I have been having a few headaches which I do not usually suffer from, but didn't think anything about it and put it down to the weather.
The OH had mentioned that he was not sure about the boiler in the kitchen and wanted to get a carbon monoxide alarm, so off we went and bought one. Well, low and behold, I was having a shower this evening and the alarm went off.
Of course we are not happy, especially thinking back to the events in Greece a few years back when two children were killed by this poisoning.
Surely, people who rent out their properties are duty bound to fit such alarms themselves (carbon monoxide, fire etc.). Even if they aren't, human decency should make them provide these. To think that there were probably children in this villa over the summer does not bear thinking about.
So, a warning to all who rent or buy - get alarms and ensure such systems are properly serviced.
We will be speaking to the agent and landlady tomorrow.


----------



## Pesky Wesky (May 10, 2009)

Gazeebo said:


> I have been having a few headaches which I do not usually suffer from, but didn't think anything about it and put it down to the weather.
> The OH had mentioned that he was not sure about the boiler in the kitchen and wanted to get a carbon monoxide alarm, so off we went and bought one. Well, low and behold, I was having a shower this evening and the alarm went off.
> Of course we are not happy, especially thinking back to the events in Greece a few years back when two children were killed by this poisoning.
> Surely, people who rent out their properties are duty bound to fit such alarms themselves (carbon monoxide, fire etc.). Even if they aren't, human decency should make them provide these. To think that there were probably children in this villa over the summer does not bear thinking about.
> ...


There is no obligation for people in Spain to do anything about carbon monoxide. It!s a little known problem here. Not all countries move at the same pace with these things. I do agree with you though that people should be aware of these things. Today, by coincidence I was looking at a mono detector at my sisters here in the UK àfternoon was thinking it would be a good idea to get one to take back with me!


----------



## thrax (Nov 13, 2008)

When we had a new gas water heater installed, because of the very real dangers of carbon monoxide poisoning, we had it installed outside. We also use a gas heater and obviously that operates inside. So we bought a monitor which, so far, hasn't gone off...


----------



## Alcalaina (Aug 6, 2010)

I thought that by law all gas fittings have to be inspected and repaired if necessary every five years? Though many people don't bother and of course a lot can go wrong in five years. I do remember a TV ad campaign a couple of years ago about the danger of CO poisoning.


----------



## Alcalaina (Aug 6, 2010)

125 deaths a year on average. Shocking!

La intoxicación por monóxido de carbono provoca 125 muertes anuales en España - Martes, 27 Enero 2015 (11:34)


----------



## Pesky Wesky (May 10, 2009)

Alcalaina said:


> I thought that by law all gas fittings have to be inspected and repaired if necessary every five years? Though many people don't bother and of course a lot can go wrong in five years. I do remember a TV ad campaign a couple of years ago about the danger of CO poisoning.

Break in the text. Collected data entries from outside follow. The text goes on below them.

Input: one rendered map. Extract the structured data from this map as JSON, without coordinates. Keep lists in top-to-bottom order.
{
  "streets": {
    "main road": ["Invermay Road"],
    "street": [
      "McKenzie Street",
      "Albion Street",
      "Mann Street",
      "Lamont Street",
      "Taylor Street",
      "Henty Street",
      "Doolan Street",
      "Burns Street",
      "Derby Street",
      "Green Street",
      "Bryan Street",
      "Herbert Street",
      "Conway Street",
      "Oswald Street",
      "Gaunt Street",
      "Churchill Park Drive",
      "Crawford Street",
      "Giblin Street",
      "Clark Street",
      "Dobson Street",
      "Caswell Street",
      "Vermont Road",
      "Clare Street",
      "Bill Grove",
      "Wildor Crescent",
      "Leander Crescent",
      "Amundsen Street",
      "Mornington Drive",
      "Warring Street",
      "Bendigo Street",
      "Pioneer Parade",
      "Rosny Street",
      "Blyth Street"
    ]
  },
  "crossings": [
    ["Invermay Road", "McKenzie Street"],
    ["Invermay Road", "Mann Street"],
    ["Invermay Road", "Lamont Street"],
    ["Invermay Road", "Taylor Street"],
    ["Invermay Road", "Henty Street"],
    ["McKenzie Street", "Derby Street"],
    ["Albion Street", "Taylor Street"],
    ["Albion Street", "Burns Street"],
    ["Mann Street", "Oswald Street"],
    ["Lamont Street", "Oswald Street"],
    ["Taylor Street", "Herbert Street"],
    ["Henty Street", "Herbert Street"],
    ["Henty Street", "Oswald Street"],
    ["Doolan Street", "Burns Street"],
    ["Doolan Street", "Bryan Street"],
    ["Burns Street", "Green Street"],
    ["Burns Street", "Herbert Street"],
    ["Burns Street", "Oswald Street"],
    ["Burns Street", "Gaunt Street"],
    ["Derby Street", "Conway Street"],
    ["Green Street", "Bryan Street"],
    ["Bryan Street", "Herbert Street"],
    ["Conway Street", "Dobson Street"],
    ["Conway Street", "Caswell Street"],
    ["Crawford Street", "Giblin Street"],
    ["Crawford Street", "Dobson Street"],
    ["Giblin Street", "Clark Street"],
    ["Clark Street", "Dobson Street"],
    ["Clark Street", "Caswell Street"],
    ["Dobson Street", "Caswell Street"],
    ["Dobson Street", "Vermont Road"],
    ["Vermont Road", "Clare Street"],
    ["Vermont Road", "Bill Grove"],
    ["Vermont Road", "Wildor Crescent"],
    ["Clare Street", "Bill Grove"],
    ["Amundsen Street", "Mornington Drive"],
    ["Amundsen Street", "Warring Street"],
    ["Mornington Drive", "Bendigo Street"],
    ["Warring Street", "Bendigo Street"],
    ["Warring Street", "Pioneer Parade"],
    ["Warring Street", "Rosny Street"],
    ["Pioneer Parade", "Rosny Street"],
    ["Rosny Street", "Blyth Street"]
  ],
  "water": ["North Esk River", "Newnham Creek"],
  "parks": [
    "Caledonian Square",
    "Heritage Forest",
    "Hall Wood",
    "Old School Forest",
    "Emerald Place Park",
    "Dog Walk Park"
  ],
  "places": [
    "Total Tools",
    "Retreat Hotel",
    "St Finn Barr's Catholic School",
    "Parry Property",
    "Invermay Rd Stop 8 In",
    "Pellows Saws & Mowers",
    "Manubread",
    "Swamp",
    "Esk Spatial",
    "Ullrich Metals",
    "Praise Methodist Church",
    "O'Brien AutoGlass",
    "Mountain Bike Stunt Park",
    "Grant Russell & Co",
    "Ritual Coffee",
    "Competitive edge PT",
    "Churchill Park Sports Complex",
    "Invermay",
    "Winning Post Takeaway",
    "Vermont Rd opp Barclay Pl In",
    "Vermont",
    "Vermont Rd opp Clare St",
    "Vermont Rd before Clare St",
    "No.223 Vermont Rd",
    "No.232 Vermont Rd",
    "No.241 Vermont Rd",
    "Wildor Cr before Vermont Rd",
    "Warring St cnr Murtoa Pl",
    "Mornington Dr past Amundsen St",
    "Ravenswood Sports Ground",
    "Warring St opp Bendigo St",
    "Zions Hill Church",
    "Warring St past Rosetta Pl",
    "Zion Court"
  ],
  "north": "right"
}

Yes, you are advised to have checks done on gas fittings every 5/4/2??years, but as far as I know wrongly or rightly, there is no legal requirement.
Also the checks are not specifically for CM (again as far as I know) but are checks on the gas boiler in general which includes a check on the gasses being emitted, at least that's what happens in the PW household.
My previous post was just saying that there is little general awareness about CM being a common, but potentially killer gas.
I'm pretty sure I posted smth about this on an earlier thread about different areas of Spain and the strength of CM emission, this area being a high "danger" area due to the type of natural stone to be found here.


----------



## Pesky Wesky (May 10, 2009)

Pesky Wesky said:


> Yes, you are advised to have checks done on gas fittings every 5/4/2??years, but as far as I know wrongly or rightly, there is no legal requirement.
> Also the checks are not specifically for CM (again as far as I know) but are checks on the gas boiler in general which includes a check on the gasses being emitted, at least that's what happens in the PW household.
> My previous post was just saying that there is little general awareness about CM being a common, but potentially killer gas.
> I'm pretty sure I posted smth about this on an earlier thread about different areas of Spain and the strength of CM emission, this area being a high "danger" area due to the type of natural stone to be found here.


No, that's rubbish.
I'm getting confused with radon


----------



## baldilocks (Mar 7, 2010)

Yes it is five years and as part of the inspection, the inspector will check that there is sufficient ventilation. If there isn't, she/he should disconnect the heating source until there is sufficient ventilation.


----------



## thrax (Nov 13, 2008)

That's why our water heater is outside. Plenty of ventilation... We have it serviced every year.


----------



## Lynn R (Feb 21, 2014)

baldilocks said:


> Yes it is five years and as part of the inspection, the inspector will check that there is sufficient ventilation. If there isn't, she/he should disconnect the heating source until there is sufficient ventilation.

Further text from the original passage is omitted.